In July 2024, after a shocking massacre at a children’s dance class in Southport, UK, speculation about the identity of the killer sparked widespread unrest across the country. Riots erupted, fueled by public anger over immigration policy. Amid the chaos, Lucy Connolly, a mother from Northampton, posted a tweet calling for “mass deportation” while expressing her indifference to the riots.   

She is now serving a 31-month prison sentence for that tweet. Across Europe, this increasingly appears to be the new normal: expressing an opinion the state deems immoral or “hateful” has become a punishable offense. 

European citizens have been losing their freedoms, bit by bit, as integration advances. The Lisbon Treaty, signed in 2007 and in force since 2009, gave legal personality to the European Union, allowing it to act as a State in international treaties, increasing its global weight and reducing the power of member countries, centralizing important decisions.

One acquired competence was the harmonization of certain crimes across all member states, regardless of their national legislation. Article 83 of the Treaty on the Functioning of the European Union (TFEU) provides that serious crimes such as terrorism, human trafficking, and sexual exploitation of minors be treated in a uniform manner.

The problem is not in the nature of these crimes but in the power given to a central entity. It was predictable that the scope could be extended to increasingly subjective matters.

In December 2021, the European Commission proposed including “hate speech and hate crimes” in the formal extension. Brussels justified the move by citing the rise of politicians and activists it classifies as far-right in several member states—figures whose rhetoric centers on immigration and criticism of multiculturalism, which the Commission deemed alarming.

The European Parliament explicitly referred to the so-called “Great Replacement” theory as a conspiratorial narrative that was being normalized in the political discourse of these political actors, demanding a coordinated response.

Among those targeted are parties from the new European right, vocal on matters of uncontrolled immigration, and many of which have grown as part of national governments or at least with significant parliamentary representation.

By attacking democratically elected parties, Brussels enters the domain of ideological control over its member states, imposing a singular ideology. In this framework, artificial intelligence emerges for European institutions as a tool at the service of censorship.

The AI Act, under discussion in Brussels, intends to regulate the use of AI, imposing automatic filters to identify and eliminate speech considered offensive or hateful. Cathy O’Neil, author of Weapons of Math Destruction, warns that algorithms are not neutral; they reflect the values of those who program them. Subjectivity is inevitable.

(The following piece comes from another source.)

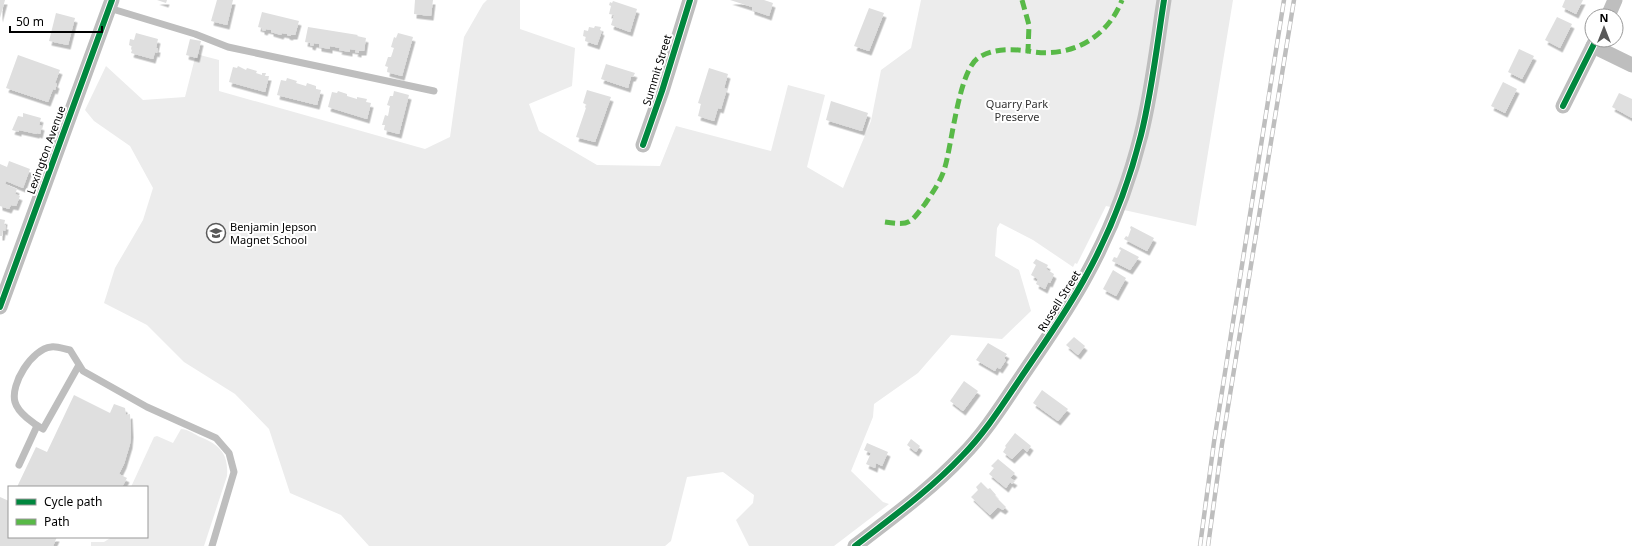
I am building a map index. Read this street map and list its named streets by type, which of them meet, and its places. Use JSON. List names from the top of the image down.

Also, Evangelia Psychogiopoulou, in the German Law Journal, warns about the risks of a common definition of hate speech and the dependence on digital platforms for moderation, which can lead to inconsistent interpretations, abuses, and undue removals, affecting freedom of expression.

It is not up to governmental institutions to define what can be said. Freedom of expression is essential so that the success or failure of ideas is measured at the polls. Brussels tries to criminalize political opposition, curtailing it by all means: despite the sharp growth of the new European right, there is a deliberate quarantine imposed against the Patriots for Europe group, which includes most of these parties, and despite representing already the third-largest European group, they are excluded from posts and influence.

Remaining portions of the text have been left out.